## [Extracted entries]
# # #

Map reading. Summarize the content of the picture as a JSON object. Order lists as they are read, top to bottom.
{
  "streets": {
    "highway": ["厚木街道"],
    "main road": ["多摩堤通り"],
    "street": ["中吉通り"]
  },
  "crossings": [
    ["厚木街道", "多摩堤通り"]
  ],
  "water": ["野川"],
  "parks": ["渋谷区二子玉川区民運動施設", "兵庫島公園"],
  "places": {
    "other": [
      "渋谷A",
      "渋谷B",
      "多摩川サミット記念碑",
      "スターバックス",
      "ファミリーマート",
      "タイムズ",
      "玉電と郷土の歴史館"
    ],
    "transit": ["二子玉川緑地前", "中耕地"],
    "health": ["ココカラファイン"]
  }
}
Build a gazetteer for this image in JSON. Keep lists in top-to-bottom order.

# # #

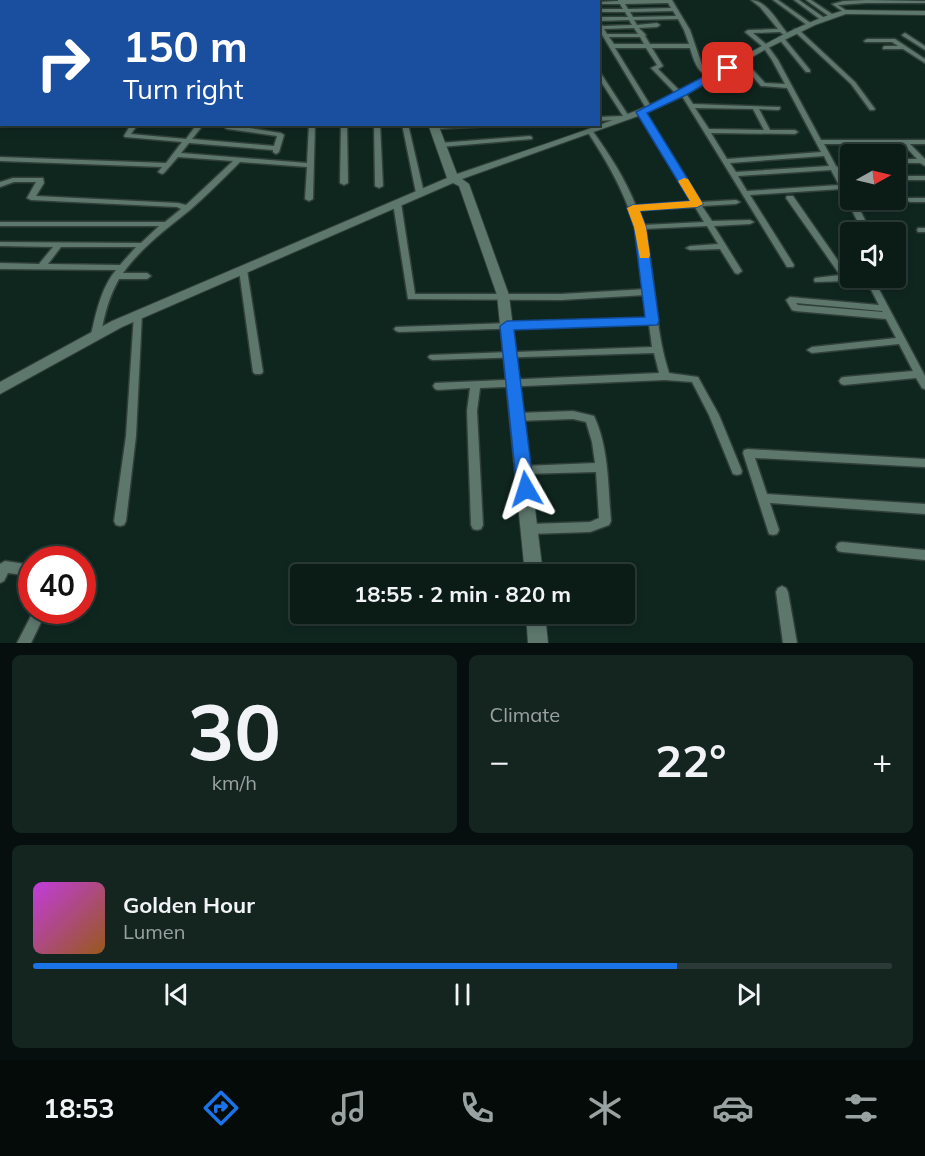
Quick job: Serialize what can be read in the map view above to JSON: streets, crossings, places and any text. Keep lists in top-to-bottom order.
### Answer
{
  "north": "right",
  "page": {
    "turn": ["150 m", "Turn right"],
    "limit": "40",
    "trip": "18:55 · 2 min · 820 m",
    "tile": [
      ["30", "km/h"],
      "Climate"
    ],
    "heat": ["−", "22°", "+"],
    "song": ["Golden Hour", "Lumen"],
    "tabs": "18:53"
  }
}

# # #

## [Problem to solve]
Starting at the line that has "Map reading. Summarize" in the records above, restate word for word every line until the one that has "Build a gazetteer", and include that one as well.

## [Reply]
Map reading. Summarize the content of the picture as a JSON object. Order lists as they are read, top to bottom.
{
  "streets": {
    "highway": ["厚木街道"],
    "main road": ["多摩堤通り"],
    "street": ["中吉通り"]
  },
  "crossings": [
    ["厚木街道", "多摩堤通り"]
  ],
  "water": ["野川"],
  "parks": ["渋谷区二子玉川区民運動施設", "兵庫島公園"],
  "places": {
    "other": [
      "渋谷A",
      "渋谷B",
      "多摩川サミット記念碑",
      "スターバックス",
      "ファミリーマート",
      "タイムズ",
      "玉電と郷土の歴史館"
    ],
    "transit": ["二子玉川緑地前", "中耕地"],
    "health": ["ココカラファイン"]
  }
}
Build a gazetteer for this image in JSON. Keep lists in top-to-bottom order.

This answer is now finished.